Vectorizers
HFTextVectorizer
class HFTextVectorizer(model='sentence-transformers/all-mpnet-base-v2', dtype='float32', cache=None, *, dims=None)
Bases: BaseVectorizer
The HFTextVectorizer class leverages Hugging Face’s Sentence Transformers for generating vector embeddings from text input.
This vectorizer is particularly useful in scenarios where advanced natural language processing and understanding are required, and ideal for running on your own hardware without usage fees.
You can optionally enable caching to improve performance when generating embeddings for repeated text inputs.
Utilizing this vectorizer involves specifying a pre-trained model from Hugging Face’s vast collection of Sentence Transformers.
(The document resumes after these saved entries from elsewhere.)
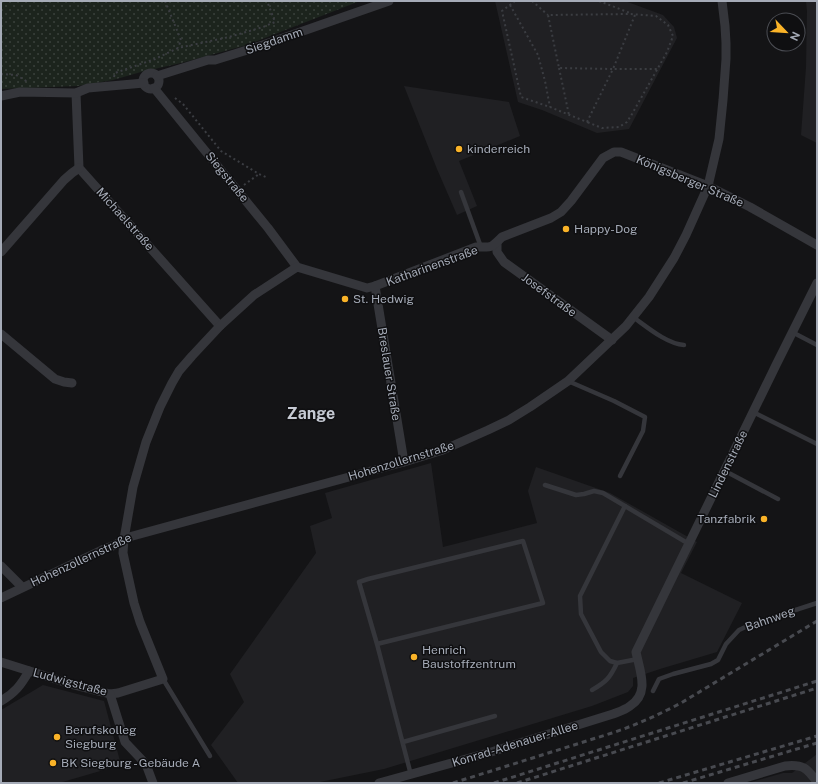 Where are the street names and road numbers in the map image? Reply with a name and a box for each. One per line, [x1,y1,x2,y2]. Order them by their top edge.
street label: Siegdamm [244,25,304,57]
street label: Siegstraße [202,149,252,205]
street label: Königsberger Straße [634,152,746,210]
street label: Michaelstraße [93,185,157,253]
street label: Katharinenstraße [384,243,480,289]
street label: Josefstraße [519,270,579,320]
street label: Breslauer Straße [375,326,403,422]
street label: Lindenstraße [706,428,750,500]
street label: Hohenzollernstraße [346,438,456,484]
street label: Hohenzollernstraße [28,530,134,590]
street label: Bahnweg [743,604,797,634]
street label: Ludwigstraße [31,665,109,699]
street label: Konrad-Adenauer-Allee [450,718,580,770] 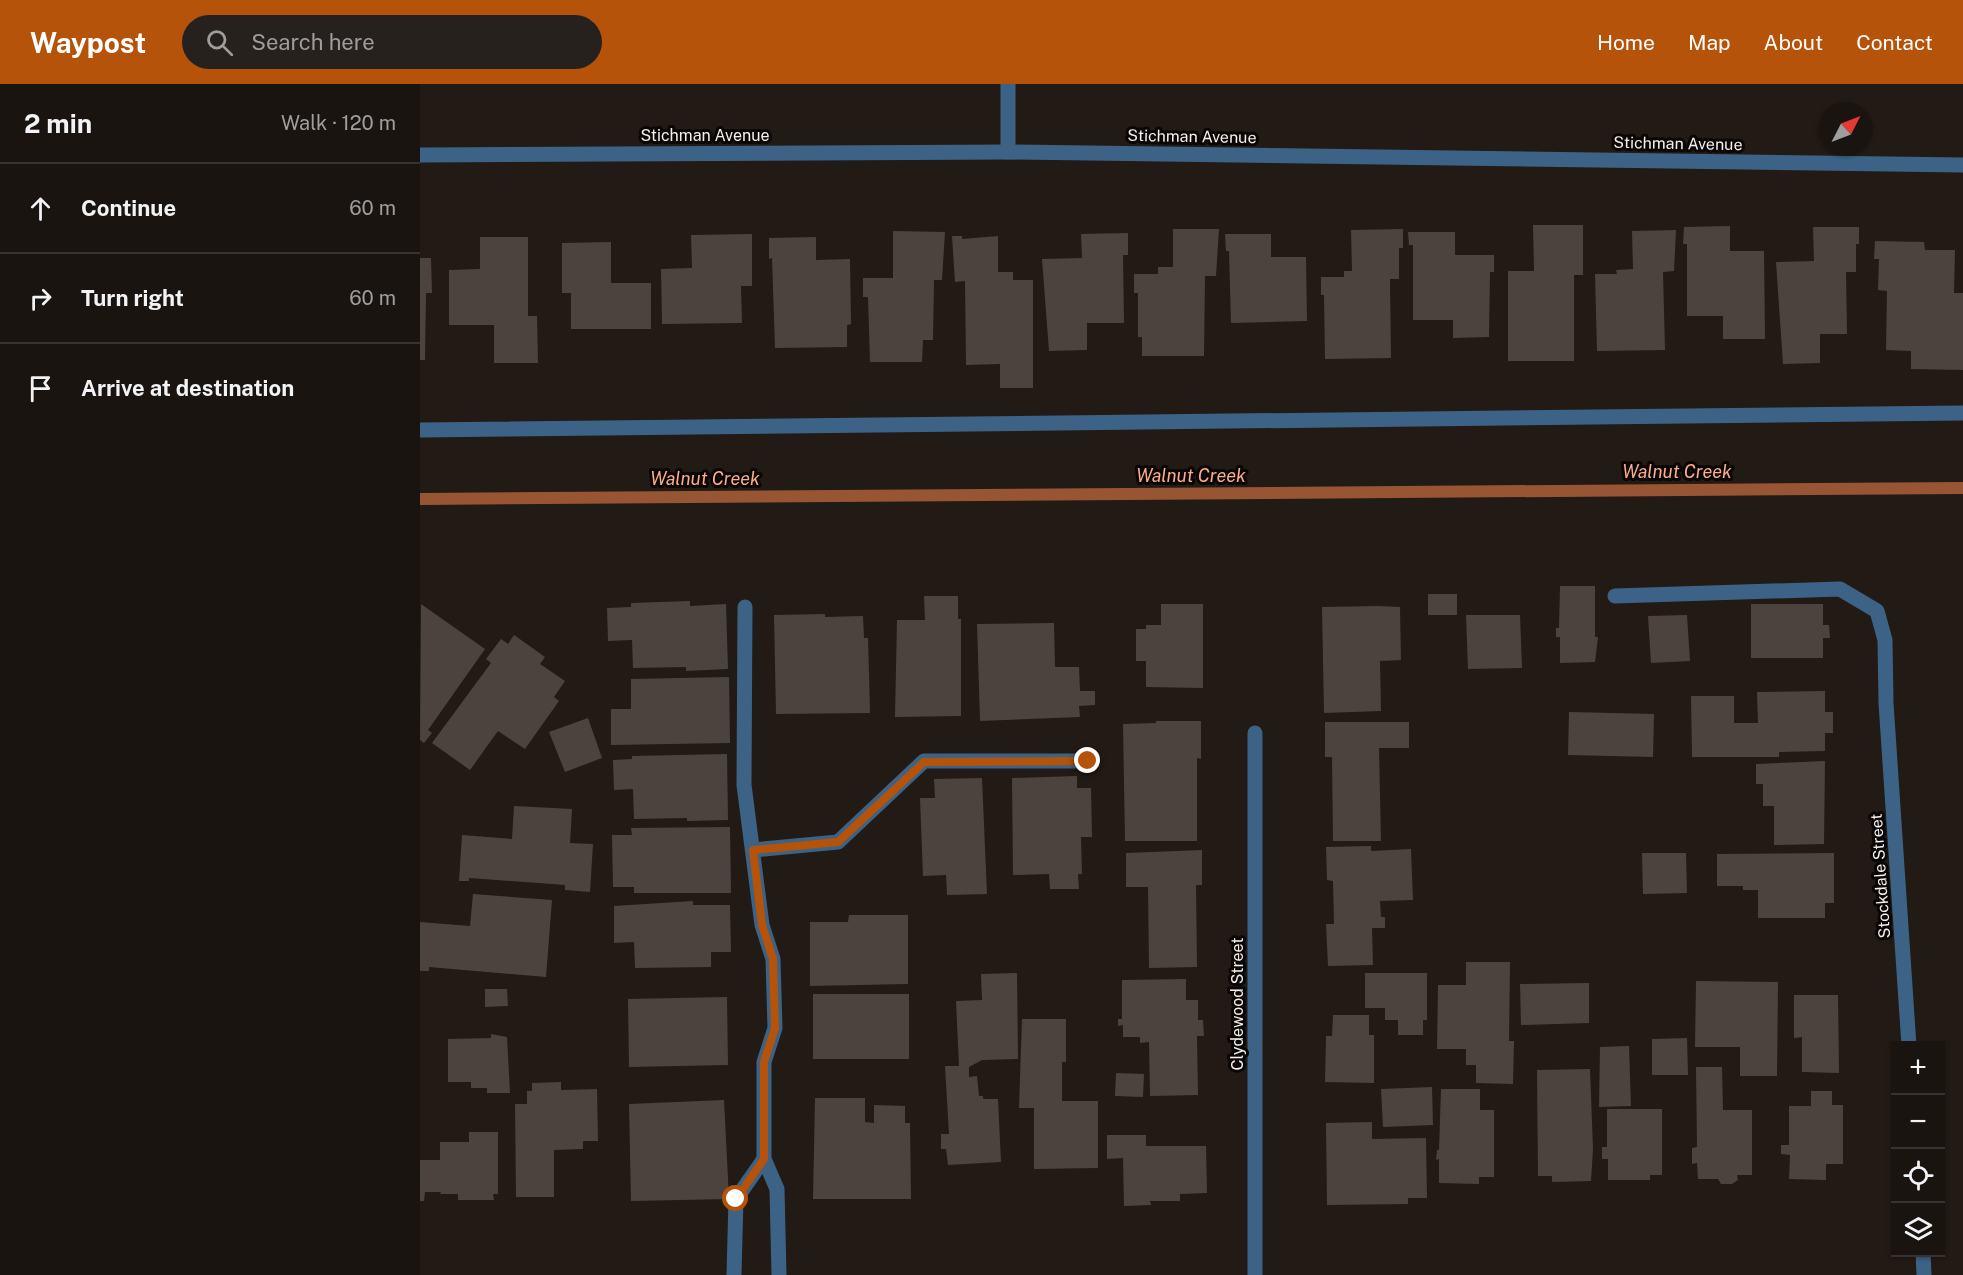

These models are trained on a variety of datasets and tasks, ensuring versatility and robust performance across different embedding needs.
- Requirements:
- The sentence-transformers library must be installed with pip.
# Basic usage
vectorizer = HFTextVectorizer(model="sentence-transformers/all-mpnet-base-v2")
embedding = vectorizer.embed("Hello, world!")
# With caching enabled
from redisvl.extensions.cache.embeddings import EmbeddingsCache
cache = EmbeddingsCache(name="my_embeddings_cache")
vectorizer = HFTextVectorizer(
model="sentence-transformers/all-mpnet-base-v2",
cache=cache
)
# First call will compute and cache the embedding
embedding1 = vectorizer.embed("Hello, world!")
# Second call will retrieve from cache
embedding2 = vectorizer.embed("Hello, world!")
# Batch processing
embeddings = vectorizer.embed_many(
["Hello, world!", "How are you?"],
batch_size=2
)
Initialize the Hugging Face text vectorizer.
- Parameters:
- model (str) – The pre-trained model from Hugging Face’s Sentence Transformers to be used for embedding. Defaults to ‘sentence-transformers/all-mpnet-base-v2’.
- dtype (str) – the default datatype to use when embedding text as byte arrays. Used when setting as_buffer=True in calls to embed() and embed_many(). Defaults to ‘float32’.
- cache (Optional [EmbeddingsCache ]) – Optional EmbeddingsCache instance to cache embeddings for better performance with repeated texts. Defaults to None.
- **kwargs – Additional parameters to pass to the SentenceTransformer constructor.
- dims (Annotated [ int | None , FieldInfo ( annotation=NoneType , required=True , metadata= [ Strict ( strict=True ) , Gt ( gt=0 ) ] ) ])
- Raises:
- ImportError – If the sentence-transformers library is not installed.
- ValueError – If there is an error setting the embedding model dimensions.
- ValueError – If an invalid dtype is provided.
model_post_init(context, /)
This function is meant to behave like a BaseModel method to initialise private attributes.
It takes context as an argument since that’s what pydantic-core passes when calling it.
- Parameters:
- self (BaseModel) – The BaseModel instance.
- context (Any) – The context.
- Return type: None
model_config: ClassVar[ConfigDict] = {'arbitrary_types_allowed': True}
Configuration for the model, should be a dictionary conforming to [ConfigDict][pydantic.config.ConfigDict].
property type: str
Return the type of vectorizer.
OpenAITextVectorizer
class OpenAITextVectorizer(model='text-embedding-ada-002', api_config=None, dtype='float32', cache=None, *, dims=None)
Bases: BaseVectorizer
The OpenAITextVectorizer class utilizes OpenAI’s API to generate embeddings for text data.
This vectorizer is designed to interact with OpenAI’s embeddings API, requiring an API key for authentication. The key can be provided directly in the api_config dictionary or through the OPENAI_API_KEY environment variable. Users must obtain an API key from OpenAI’s website (https://api.openai.com/). Additionally, the openai python client must be installed with pip install openai>=1.13.0.
The vectorizer supports both synchronous and asynchronous operations, allowing for batch processing of texts and flexibility in handling preprocessing tasks.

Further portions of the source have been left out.